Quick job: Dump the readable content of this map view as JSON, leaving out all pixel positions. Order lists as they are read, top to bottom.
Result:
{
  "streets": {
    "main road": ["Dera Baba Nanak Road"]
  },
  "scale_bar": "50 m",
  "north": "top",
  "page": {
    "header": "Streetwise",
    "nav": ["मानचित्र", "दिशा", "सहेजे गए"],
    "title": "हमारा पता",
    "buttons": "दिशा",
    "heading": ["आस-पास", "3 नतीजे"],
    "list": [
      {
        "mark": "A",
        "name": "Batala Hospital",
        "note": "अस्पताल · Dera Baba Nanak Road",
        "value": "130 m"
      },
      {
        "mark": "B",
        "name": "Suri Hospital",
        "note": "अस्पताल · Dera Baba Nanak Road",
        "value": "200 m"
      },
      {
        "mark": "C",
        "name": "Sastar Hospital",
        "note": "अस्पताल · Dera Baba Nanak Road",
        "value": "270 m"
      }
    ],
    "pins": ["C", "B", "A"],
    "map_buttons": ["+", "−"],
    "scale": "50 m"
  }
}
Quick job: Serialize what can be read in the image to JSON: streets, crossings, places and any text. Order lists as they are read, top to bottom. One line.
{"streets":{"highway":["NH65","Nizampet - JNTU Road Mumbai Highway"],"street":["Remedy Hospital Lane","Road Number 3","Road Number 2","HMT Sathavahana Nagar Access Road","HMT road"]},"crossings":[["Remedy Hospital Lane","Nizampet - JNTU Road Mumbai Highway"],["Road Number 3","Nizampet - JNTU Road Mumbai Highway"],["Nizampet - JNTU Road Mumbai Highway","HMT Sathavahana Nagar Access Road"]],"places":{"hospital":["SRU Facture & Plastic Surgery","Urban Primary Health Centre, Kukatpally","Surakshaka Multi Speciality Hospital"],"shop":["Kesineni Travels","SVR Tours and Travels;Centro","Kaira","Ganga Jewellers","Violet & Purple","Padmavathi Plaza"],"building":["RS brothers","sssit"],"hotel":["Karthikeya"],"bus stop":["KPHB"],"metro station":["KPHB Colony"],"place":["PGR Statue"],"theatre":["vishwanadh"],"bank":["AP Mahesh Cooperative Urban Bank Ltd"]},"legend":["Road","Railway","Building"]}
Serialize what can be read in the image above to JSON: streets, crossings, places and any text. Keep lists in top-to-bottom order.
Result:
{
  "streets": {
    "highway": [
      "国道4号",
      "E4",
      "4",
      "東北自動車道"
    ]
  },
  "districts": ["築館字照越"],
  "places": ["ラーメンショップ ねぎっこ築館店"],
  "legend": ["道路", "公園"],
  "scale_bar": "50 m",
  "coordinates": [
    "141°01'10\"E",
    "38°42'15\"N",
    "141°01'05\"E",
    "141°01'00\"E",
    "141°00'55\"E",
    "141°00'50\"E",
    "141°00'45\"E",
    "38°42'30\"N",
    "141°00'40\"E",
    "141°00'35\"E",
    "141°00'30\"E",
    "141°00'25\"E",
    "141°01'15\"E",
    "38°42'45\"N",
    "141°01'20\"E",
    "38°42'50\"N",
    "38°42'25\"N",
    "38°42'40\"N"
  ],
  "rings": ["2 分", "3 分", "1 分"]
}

**WHAT YOU HAVE TO DO**
Once you have read the records above, please copy them out exactly.

**RESPONSE**
Quick job: Dump the readable content of this map view as JSON, leaving out all pixel positions. Order lists as they are read, top to bottom.
Result:
{
  "streets": {
    "main road": ["Dera Baba Nanak Road"]
  },
  "scale_bar": "50 m",
  "north": "top",
  "page": {
    "header": "Streetwise",
    "nav": ["मानचित्र", "दिशा", "सहेजे गए"],
    "title": "हमारा पता",
    "buttons": "दिशा",
    "heading": ["आस-पास", "3 नतीजे"],
    "list": [
      {
        "mark": "A",
        "name": "Batala Hospital",
        "note": "अस्पताल · Dera Baba Nanak Road",
        "value": "130 m"
      },
      {
        "mark": "B",
        "name": "Suri Hospital",
        "note": "अस्पताल · Dera Baba Nanak Road",
        "value": "200 m"
      },
      {
        "mark": "C",
        "name": "Sastar Hospital",
        "note": "अस्पताल · Dera Baba Nanak Road",
        "value": "270 m"
      }
    ],
    "pins": ["C", "B", "A"],
    "map_buttons": ["+", "−"],
    "scale": "50 m"
  }
}
Quick job: Serialize what can be read in the image to JSON: streets, crossings, places and any text. Order lists as they are read, top to bottom. One line.
{"streets":{"highway":["NH65","Nizampet - JNTU Road Mumbai Highway"],"street":["Remedy Hospital Lane","Road Number 3","Road Number 2","HMT Sathavahana Nagar Access Road","HMT road"]},"crossings":[["Remedy Hospital Lane","Nizampet - JNTU Road Mumbai Highway"],["Road Number 3","Nizampet - JNTU Road Mumbai Highway"],["Nizampet - JNTU Road Mumbai Highway","HMT Sathavahana Nagar Access Road"]],"places":{"hospital":["SRU Facture & Plastic Surgery","Urban Primary Health Centre, Kukatpally","Surakshaka Multi Speciality Hospital"],"shop":["Kesineni Travels","SVR Tours and Travels;Centro","Kaira","Ganga Jewellers","Violet & Purple","Padmavathi Plaza"],"building":["RS brothers","sssit"],"hotel":["Karthikeya"],"bus stop":["KPHB"],"metro station":["KPHB Colony"],"place":["PGR Statue"],"theatre":["vishwanadh"],"bank":["AP Mahesh Cooperative Urban Bank Ltd"]},"legend":["Road","Railway","Building"]}
Serialize what can be read in the image above to JSON: streets, crossings, places and any text. Keep lists in top-to-bottom order.
Result:
{
  "streets": {
    "highway": [
      "国道4号",
      "E4",
      "4",
      "東北自動車道"
    ]
  },
  "districts": ["築館字照越"],
  "places": ["ラーメンショップ ねぎっこ築館店"],
  "legend": ["道路", "公園"],
  "scale_bar": "50 m",
  "coordinates": [
    "141°01'10\"E",
    "38°42'15\"N",
    "141°01'05\"E",
    "141°01'00\"E",
    "141°00'55\"E",
    "141°00'50\"E",
    "141°00'45\"E",
    "38°42'30\"N",
    "141°00'40\"E",
    "141°00'35\"E",
    "141°00'30\"E",
    "141°00'25\"E",
    "141°01'15\"E",
    "38°42'45\"N",
    "141°01'20\"E",
    "38°42'50\"N",
    "38°42'25\"N",
    "38°42'40\"N"
  ],
  "rings": ["2 分", "3 分", "1 分"]
}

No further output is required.